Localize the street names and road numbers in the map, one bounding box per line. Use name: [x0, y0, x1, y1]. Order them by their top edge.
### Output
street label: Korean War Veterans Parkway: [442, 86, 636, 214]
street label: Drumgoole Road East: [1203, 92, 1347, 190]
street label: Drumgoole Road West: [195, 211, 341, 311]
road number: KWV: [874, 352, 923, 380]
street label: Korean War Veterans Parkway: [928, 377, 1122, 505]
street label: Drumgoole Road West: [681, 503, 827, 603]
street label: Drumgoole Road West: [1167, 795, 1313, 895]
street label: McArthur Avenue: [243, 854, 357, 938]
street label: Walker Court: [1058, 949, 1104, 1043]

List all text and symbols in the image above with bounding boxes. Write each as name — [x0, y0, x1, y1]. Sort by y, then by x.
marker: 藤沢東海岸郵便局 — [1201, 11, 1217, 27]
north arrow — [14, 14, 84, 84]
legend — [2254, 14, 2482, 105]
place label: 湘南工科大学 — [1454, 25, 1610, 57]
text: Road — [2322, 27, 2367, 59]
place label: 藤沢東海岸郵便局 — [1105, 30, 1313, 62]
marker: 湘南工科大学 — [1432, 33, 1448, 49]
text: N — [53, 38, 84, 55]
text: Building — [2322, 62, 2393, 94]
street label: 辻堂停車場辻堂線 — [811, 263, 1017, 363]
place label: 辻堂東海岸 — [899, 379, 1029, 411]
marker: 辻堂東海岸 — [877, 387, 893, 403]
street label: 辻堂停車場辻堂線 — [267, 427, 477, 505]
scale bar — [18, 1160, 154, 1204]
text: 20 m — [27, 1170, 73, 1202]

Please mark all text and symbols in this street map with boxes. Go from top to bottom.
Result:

#####

#### Assigned task:
Repeat the material from above exactly, word for word.

#### Result of this exercise:
Localize the street names and road numbers in the map, one bounding box per line. Use name: [x0, y0, x1, y1]. Order them by their top edge.
### Output
street label: Korean War Veterans Parkway: [442, 86, 636, 214]
street label: Drumgoole Road East: [1203, 92, 1347, 190]
street label: Drumgoole Road West: [195, 211, 341, 311]
road number: KWV: [874, 352, 923, 380]
street label: Korean War Veterans Parkway: [928, 377, 1122, 505]
street label: Drumgoole Road West: [681, 503, 827, 603]
street label: Drumgoole Road West: [1167, 795, 1313, 895]
street label: McArthur Avenue: [243, 854, 357, 938]
street label: Walker Court: [1058, 949, 1104, 1043]

List all text and symbols in the image above with bounding boxes. Write each as name — [x0, y0, x1, y1]. Sort by y, then by x.
marker: 藤沢東海岸郵便局 — [1201, 11, 1217, 27]
north arrow — [14, 14, 84, 84]
legend — [2254, 14, 2482, 105]
place label: 湘南工科大学 — [1454, 25, 1610, 57]
text: Road — [2322, 27, 2367, 59]
place label: 藤沢東海岸郵便局 — [1105, 30, 1313, 62]
marker: 湘南工科大学 — [1432, 33, 1448, 49]
text: N — [53, 38, 84, 55]
text: Building — [2322, 62, 2393, 94]
street label: 辻堂停車場辻堂線 — [811, 263, 1017, 363]
place label: 辻堂東海岸 — [899, 379, 1029, 411]
marker: 辻堂東海岸 — [877, 387, 893, 403]
street label: 辻堂停車場辻堂線 — [267, 427, 477, 505]
scale bar — [18, 1160, 154, 1204]
text: 20 m — [27, 1170, 73, 1202]

Please mark all text and symbols in this street map with boxes. Go from top to bottom.
Result:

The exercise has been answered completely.